Picture this scenario: you are a security guard at an office building. Today you are looking after a restricted area. A person you’ve never seen before walks straight past you into one of the rooms. Would you stop them or would you just assume they are allowed to be there?
In a physical world, trust is most commonly based on who you are, not where you are. A savvy security guard would ask you for your ID before allowing you in. Virtually, though, the situation is different: being in the right place is often enough. If you are inside of a company’s network perimeter, it is often assumed you have the right to be there. You gain access to the same data and tools that any other trusted user would. It’s clear that such an approach is no longer enough.

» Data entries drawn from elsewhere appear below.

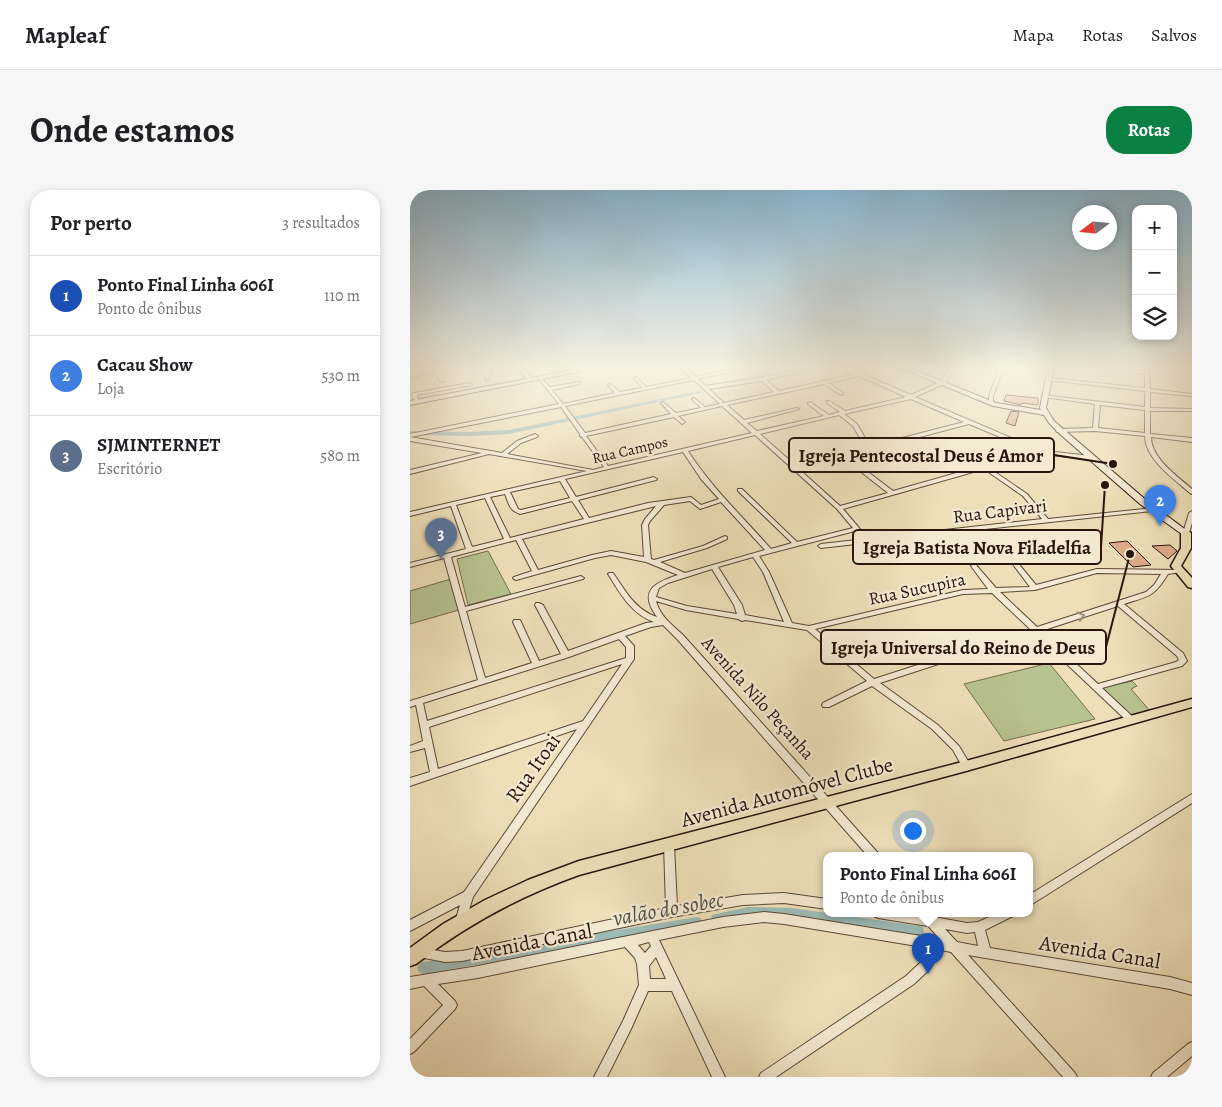 <!DOCTYPE html>
<html lang="pt">
<head>
<meta charset="utf-8">
<style>
	:root { --surface:#fff; --page:#f6f6f6; --text:#202124; --muted:#757577; --line:#e0e0e0; --accent:#0b8043 }
	body { margin:0; font-family:Alegreya,serif; background:var(--page); color:var(--text) }
	.controls { position:absolute; right:15px; top:15px; display:grid; overflow:hidden; border-radius:10px; box-shadow:0 2px 8px #0003 }
	.controls button { width:45px; height:45px; display:grid; place-items:center; padding:0; border:0; border-bottom:1px solid var(--line); background:var(--surface); color:var(--text); font:25px sans-serif }
	.compass { position:absolute; left:662px; top:15px; width:45px; height:45px; border-radius:50%; background:var(--surface); box-shadow:0 2px 8px #0003; rotate:254deg }
	.you { position:absolute; left:502px; top:640px; width:18px; height:18px; margin:-12px; border:4px solid #fff; border-radius:50%; background:#1a73e8; box-shadow:0 0 0 8px #1a73e833 }
	.badge { display:grid; place-items:center; width:32px; height:32px; border-radius:50%; background:var(--accent); color:#fff; font-size:16px; font-weight:700 }
	.pin { position:absolute; translate:-50% -41px; filter:drop-shadow(0 1px 2px #0008) }
	.pin::after { content:''; position:absolute; top:26px; width:18px; height:15px; background:inherit; clip-path:polygon(0 0,100% 0,50% 100%) }
	.popup { position:absolute; left:413px; top:662px; width:210px; height:65px; box-sizing:border-box; display:grid; place-content:center; border-radius:10px; background:var(--surface); filter:drop-shadow(0 1px 4px #0005); font-size:16px; white-space:nowrap; color:var(--muted) }
	.popup b { font-size:19px; color:var(--text) }
	.popup::after { content:''; position:absolute; left:50%; top:100%; margin-left:-10px; border:10px solid transparent; border-top-color:var(--surface) }
	.list { margin:0; padding:0; list-style:none }
	h2 { display:flex; justify-content:space-between; align-items:center; height:65px; margin:0; padding:0 20px; font-size:21px }
	h2 small { font-size:16px; font-weight:400; color:var(--muted) }
	.list li { display:grid; grid-template-columns:32px 1fr auto; gap:15px; align-items:center; box-sizing:border-box; height:80px; padding:0 20px; border-top:1px solid var(--line) }
	.list b { display:block; font-size:19px; white-space:nowrap }
	.list p { margin:0; font-size:16px; white-space:nowrap; color:var(--muted) }
	.list em { font-size:16px; font-style:normal; color:var(--muted) }
	.icon { flex:none; width:28px; height:28px; fill:none; stroke:currentColor; stroke-width:2; stroke-linecap:round; stroke-linejoin:round }
	.map { position:relative; flex:none; width:782px; height:887px; overflow:hidden; border-radius:20px }
	header { display:flex; align-items:center; gap:30px; box-sizing:border-box; height:70px; padding:0 25px; background:var(--surface); border-bottom:1px solid var(--line) }
	header strong { font-size:24px }
	nav { display:flex; gap:28px; margin-inline-start:auto; font-size:18px }
	.intro { display:flex; align-items:center; justify-content:space-between; box-sizing:border-box; height:120px; padding:0 30px }
	h1 { margin:0; font-size:35px }
	.button { padding:12px 22px; border-radius:20px; background:var(--accent); color:#fff; font-size:18px; font-weight:700 }
	main { display:flex; gap:30px; padding:0 30px }
	aside { flex:1; background:var(--surface); border-radius:20px; box-shadow:0 2px 8px #0003 }
	.map>svg:first-child { display:block }
	.green { fill:#b8c290; stroke:#706c4f }
	.lines { fill:none; stroke-linecap:round; stroke-linejoin:round }
	.canal { fill:#9cbbb7; fill-rule:evenodd }
	.building { fill:#dfac8c; stroke:#29150e }
	.street-casing { stroke:#5a4839; stroke-width:2 }
	.secondary-casing { stroke:#29150e; stroke-width:2 }
	.primary-casing { stroke:#29150e; stroke-width:3 }
	.street { fill:#f4ead2; fill-rule:evenodd }
	.secondary { fill:#f4ead2; fill-rule:evenodd }
	.primary { fill:#eedfb9; fill-rule:evenodd }
	.oneway { stroke:#998a7a }
	.labels { text-anchor:middle; stroke-width:4.5; stroke-linejoin:round; paint-order:stroke }
	.far-street-label { font-size:15px; fill:#29150e; stroke:#f4ead2 }
	.street-label { font-size:18px; fill:#29150e; stroke:#f4ead2 }
	.near-street-label { font-size:21px; fill:#29150e; stroke:#f4ead2 }
	.near-water-label { font-size:22px; font-style:italic; fill:#514f49; stroke:#f4ead2 }
	.leader { fill:none; stroke:#29150e; stroke-width:2 }
	.callout-dot { fill:#29150e; stroke:#f4ead2; stroke-width:2 }
	.callout { fill:#f4ead2; stroke:#29150e; stroke-width:2 }
	.callout-label { font-size:19px; text-anchor:middle; font-weight:bold; fill:#29150e }
</style>
</head>
<body>
<header>
<strong>Mapleaf</strong>
<nav><a>Mapa</a><a>Rotas</a><a>Salvos</a></nav>
</header>
<div class="intro"><h1>Onde estamos</h1><a class="button">Rotas</a></div>
<main>
<aside>
<h2>Por perto<small>3 resultados</small></h2>
<ul class="list">
<li><span class="badge" style="background:#1a4fb4">1</span><div><b>Ponto Final Linha 606I</b><p>Ponto de ônibus</p></div><em>110 m</em></li>
<li><span class="badge" style="background:#3f7fe0">2</span><div><b>Cacau Show</b><p>Loja</p></div><em>530 m</em></li>
<li><span class="badge" style="background:#5c6f8a">3</span><div><b>SJMINTERNET</b><p>Escritório</p></div><em>580 m</em></li>
</ul>
</aside>
<div class="map">
<svg width="782" height="887" viewBox="0 0 782 887">
	<rect width="100%" height="100%" fill="#eedfb9"/>
	<filter id="stains"><feTurbulence type="fractalNoise" baseFrequency=".004" numOctaves="4"/><feColorMatrix values="0 0 0 0 .2 0 0 0 0 .09 0 0 0 0 .02 0 0 0 .5 -.17"/></filter>
	<radialGradient id="worn" r=".72"><stop offset=".6" stop-color="#630" stop-opacity="0"/><stop offset="1" stop-color="#630" stop-opacity=".3"/></radialGradient>
	<path class="green" d="M78 361 101 404 58 415 47 369Z
		M41 389 49 420 0 434V401Z
		M639 473 685 529 594 551 554 494Z
		M722 491 727 496 721 499 741 522 722 526 716 524 691 498Z"/>
	<g class="lines">
		<path class="canal" d="M289 201H291V203L99 244 61 246 0 245V241L61 242 99 240Z
			M338 717 382 718 509 736 513 737 514 741 513 745 509 746 382 728 338 727 306 734 302 733 301 729 302 725 306 724Z
			M287 727 291 728 292 732 291 736 287 737 13 784 9 782 7 778 9 774 13 772Z"/>
	</g>
	<path class="building" d="M596 205 628 208V215L612 213 611 215 594 211Z
		M601 221 609 222 605 236 596 233Z
		M717 351 741 375 723 377 699 353Z
		M760 355 767 361 758 369 742 356Z"/>
	<g class="lines">
		<defs>
			<path id="street" d="M23 177H27L28 179 40 177H51L30 182 34 191 32 192 30 191 26 183 0 187V185L24 180Z
				M75 177H79L81 183 79 189 77 190 75 189 77 183Z
				M270 177H275L286 187 332 177H343L288 189 296 196 371 184 364 177H369L375 183 401 177H411L356 190 369 201 445 184 429 177H436L501 205 532 191 540 177H544L536 193 505 207 613 253 645 262 681 266 684 268 681 270 642 265 609 255 559 234 468 258 467 259H463L437 266 483 301 582 273 561 259 574 252 577 254 576 255 568 259 587 272 593 270 596 272 579 278 617 304 638 329 744 318V320L742 321 575 339 593 362 603 367 626 395 687 379 771 380 772 381 771 382 758 384C744 407 739 406 714 414L773 463 777 471 772 476 692 498 724 528 725 530 724 532H718L624 443 470 493 528 535 549 556 561 576 559 578 556 580 553 578 543 560 522 539 462 496 419 517H413L412 515 413 513 457 491 397 440 335 430 332 431 328 429 276 420 246 411C250 426 262 435 273 445L467 662 468 665H457L267 449 253 435 241 437 215 446 224 456V469L63 707 54 736 50 737 46 736 45 732 50 715 0 741V730L54 702 167 539 0 596V588L20 582 15 558 0 562V556L13 551 6 515 0 517V511L68 490 34 368 0 377V373L56 359 41 316 0 326V322L177 281 79 264 0 284V280L72 263 0 251V244L149 214 129 189 131 188 140 197 170 192V194L142 200 153 214 205 203 198 195 200 194 210 202 232 198 224 188 226 187 236 197 281 188ZM449 186 496 207 435 221 419 211H417V213L430 222 419 225 400 212 398 213V214L414 226 347 241 337 233 389 219 387 218 334 230 317 215 414 194 431 205 433 204V203L419 193ZM284 190 310 214 295 217 284 208 282 209 291 218 266 223 253 212 251 213 261 224 175 243 155 216ZM352 191 364 202 314 213 299 199ZM501 209 554 232 465 255 455 248 447 234 434 224ZM312 216 342 243 198 276 176 246 264 227 272 234 275 232 268 226ZM151 217 170 244V246L172 247 194 277 183 280 97 264 111 253 127 247 128 246 125 244 107 251 92 263 0 247ZM429 225 443 236 451 250 460 257 386 276 350 244ZM345 245 427 319 443 338 387 352 332 299H328V301L382 353 361 359C332 326 301 297 278 261ZM273 262 291 289 309 309 291 315 281 307 238 313 179 328 168 310 246 290 247 289 244 287 166 307 155 289ZM432 267 478 303 430 316 389 279ZM574 279 613 306 632 329 454 349 455 345 433 319ZM150 291 160 308 111 320 108 319 100 302ZM95 304C99 314 99 320 110 324L162 311 174 329 100 348 80 307ZM75 308 94 349 62 357 46 315ZM280 311 290 319 311 312 355 360 275 383 250 372 297 358 317 349V347L315 346 293 356 244 370 241 369 238 335 240 331 254 315ZM246 316 235 329 232 335 234 367 201 361 182 365 128 380 112 349ZM569 340 589 364 599 369 620 397 586 398 566 375 564 374 561 376 578 399 553 400 399 436 382 433 359 382 349 366 445 341 449 345 447 350 411 354 408 356 411 358 446 354 449 355 452 353ZM106 350 122 381 104 387 103 388 104 389 106 390 185 368 201 365 236 372 268 385C244 393 228 401 247 427 225 420 215 400 203 383H199L198 384C210 403 221 424 244 432L236 433 158 461 133 415 129 413H126L125 415 151 464 129 471 111 432 110 430H104L103 432 122 473 75 488 56 421 173 389 174 388 171 386 55 417 41 367ZM343 367 353 382 374 432 335 425 332 415 308 377ZM302 379 324 415 327 424 277 416 246 407 249 398 258 393ZM687 383 751 384 744 395 736 402 627 437 590 402 625 400ZM582 403 620 439 464 489 405 439 553 404ZM708 416 767 466 769 470 766 472 688 494 631 441ZM209 449 216 457V468L17 531 13 513 159 467ZM212 474 173 531 28 579 19 537Z
				M590 177H594L583 206V213L579 214V206Z
				M684 177H701L735 181V177H739L740 199 782 204V206L740 202V218L782 219V221H740V244L782 248V252L741 247C741 268 767 286 782 299V304L780 303C764 289 735 269 735 246L685 241 647 242 646 241 649 239 683 238 685 214 634 207 632 206V205L735 217V201L638 190 636 189 638 188 735 198V184ZM690 215 735 220V243L688 238Z
				M779 177H782V180H780Z
				M60 193 62 194V195L7 205 9 212 7 213 5 212 2 204 4 203Z
				M782 321V333L779 343 776 345 774 344 773 343 779 323Z
				M782 604V613L619 716V705Z
				M259 651 263 652 264 655 267 716 333 705 374 703 417 709V719L374 713 333 715 262 727 52 771 35 772 4 766 2 762 4 758 8 757 35 762 52 761 256 718 254 655 255 652Z
				M354 722 374 724 530 749 518 736 468 728 464 726 463 723H496L508 725V723H520L524 727 557 733 568 732 588 723H604L603 726 575 740 580 758 760 787 782 793V805L760 799 558 765 665 883 667 887H653L541 762 531 760 520 779 504 794 366 887H349L351 883 496 786 512 771 519 758 374 734 354 732 313 737 249 750 315 887H302L262 801H238L221 839 197 887H184L213 831 229 795 227 774 225 768 215 757 68 788 28 794 45 811 47 815 45 819 4 862 0 864V849L33 815 14 796 0 799V787L68 776 313 727ZM535 739 557 743 565 742 568 756 547 752ZM239 752 241 756 235 763 228 755ZM246 767 256 789H240L239 776Z
				M782 852V866L757 887H741L743 883 778 854Z"/>
			<path id="secondary" d="M0 177H6L0 181Z
				M107 177H113L121 188 179 177H193L0 215V211L116 189Z
				M488 177H497L586 213 631 220 630 218 638 177H644L636 218 644 231 736 310 780 343 776 346 773 345 730 314 651 245 639 233 634 225 583 216Z"/>
			<path id="primary" d="M776 340 781 343V358L771 376 782 388V398L778 397 761 376 771 358V343Z
				M782 509V517L556 581 169 685C110 706 56 735 6 774L0 776V758L33 734 75 710 118 690 169 671 556 571Z"/>
		</defs>
		<use href="#street" class="street-casing"/>
		<use href="#secondary" class="secondary-casing"/>
		<use href="#primary" class="primary-casing"/>
		<use href="#street" class="street"/>
		<use href="#secondary" class="secondary"/>
		<use href="#primary" class="primary"/>
	</g>
	<defs><path id="oneway-chevron" d="M-2-3.5L2.5 0L-2 3.5" fill="none" stroke-width="1.6" stroke-linecap="round" stroke-linejoin="round" transform="scale(1.25)"/></defs>
	<use class="oneway" href="#oneway-chevron" transform="translate(671 426) rotate(-17)"/>
	<linearGradient id="sky" x2="0" y2="1"><stop stop-color="#89b7d4"/><stop offset="0.59" stop-color="#f7f1e0"/><stop offset="1" stop-color="#f7f1e0" stop-opacity="0"/></linearGradient>
	<rect width="782" height="302" fill="url(#sky)"/>
	<g class="labels">
		<g class="far-street-label">
			<text transform="translate(220 260) rotate(-13)" y="5">Rua Campos</text>
		</g>
		<g class="street-label">
			<text transform="translate(590 321) rotate(-7)" y="6">Rua Capivari</text>
			<text transform="translate(507 399) rotate(-12)" y="6">Rua Sucupira</text>
			<text transform="translate(348 508) rotate(48)" y="6">Avenida Nilo Peçanha</text>
		</g>
		<g class="near-street-label">
			<text transform="translate(123 578) rotate(-55)" y="7">Rua Itoai</text>
			<text transform="translate(377 602) rotate(-15)" y="7">Avenida Automóvel Clube</text>
			<text transform="translate(122 752) rotate(-11)" y="7">Avenida Canal</text>
			<text transform="translate(690 762) rotate(9)" y="7">Avenida Canal</text>
		</g>
		<g class="near-water-label">
			<text transform="translate(258 718) rotate(-10)" y="8">valão do sobec</text>
		</g>
	</g>
	<path class="leader" d="M703 274L644 265M695 295L691 357M720 364L696 457"/>
	<g class="callout-dot">
		<circle cx="703" cy="274" r="5"/>
		<circle cx="695" cy="295" r="5"/>
		<circle cx="720" cy="364" r="5"/>
	</g>
	<g class="callout">
		<rect x="379" y="248" width="265" height="34" rx="5"/>
		<rect x="443" y="340" width="248" height="34" rx="5"/>
		<rect x="411" y="440" width="285" height="34" rx="5"/>
	</g>
	<g class="callout-label">
		<text x="511" y="272">Igreja Pentecostal Deus é Amor</text>
		<text x="567" y="364">Igreja Batista Nova Filadelfia</text>
		<text x="553" y="464">Igreja Universal do Reino de Deus</text>
	</g>
	<rect width="100%" height="100%" filter="url(#stains)"/>
	<rect width="100%" height="100%" fill="url(#worn)"/>
</svg>
<div class="controls">
<button>+</button>
<button>−</button>
<button><svg class="icon" aria-label="layers" viewBox="0 0 24 24"><path d="M12 4l9 5-9 5-9-5zM3 14l9 5 9-5"/></svg></button>
</div>
<svg class="compass" viewBox="-18 -18 36 36"><path d="M0-13l5 13h-10z" fill="#e53935"/><path d="M0 13l5-13h-10z" fill="#757577"/></svg>
<div class="you"></div>
<div class="pin badge" style="left:518px;top:784px;background:#1a4fb4">1</div>
<div class="popup"><b>Ponto Final Linha 606I</b>Ponto de ônibus</div>
<div class="pin badge" style="left:750px;top:336px;background:#3f7fe0">2</div>
<div class="pin badge" style="left:31px;top:369px;background:#5c6f8a">3</div>
</div>
</main>
</body>
</html>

Zero trust security comes in as an alternative model, more in line with the current threat landscape. It is based on the principle of “always check, never trust“, originally introduced by Forrester. It takes into account 3 main factors:
- Workforce: Employees are at risk of identity theft, which is one of the most widespread types of fraud today.
- Workload: New vulnerabilities in applications and their improper management open highways for cybercriminals.
- Workplace: With more and more connected devices, the workspace has extended far beyond the four walls of you company building.
Moving from a perimeter model to Zero Trust means assessing, adapting and implementing new security policies that address threats in a constantly changing environment. In this trust-centric approach access is granted to users and devices, not a network.
This means that policies now need to be calculated based on a vast number of data sources. All network activities must be continuously taken into account. Any indications of compromise or changes in the behaviour of apps, users and devices must be examined, validated and receive immediate responses.
How to apply a Zero Trust model
Cisco’s practical approach to Zero Trust includes six important steps.
- Establish levels of trust for users and user devices (identity verification with multi-factor authentication and device status, which must be compliant and properly updated)
- Establish levels of reliability for IoT and/or workloads (profile and baseline)
- Establish SD perimeters to control access to the application (authorised access)
- Establish SD perimeters to control access to the network (segmentation and micro-segmentation)
- Automate the adaptive policy using normalisation (network, data centre and cloud)
- Automate the adaptive policy using the response to threats (adapt the level of trust)
Zero Trust Security involves people, processes and technology in its adoption. It can provide a roadmap for a truly efficient and automated security infrastructure.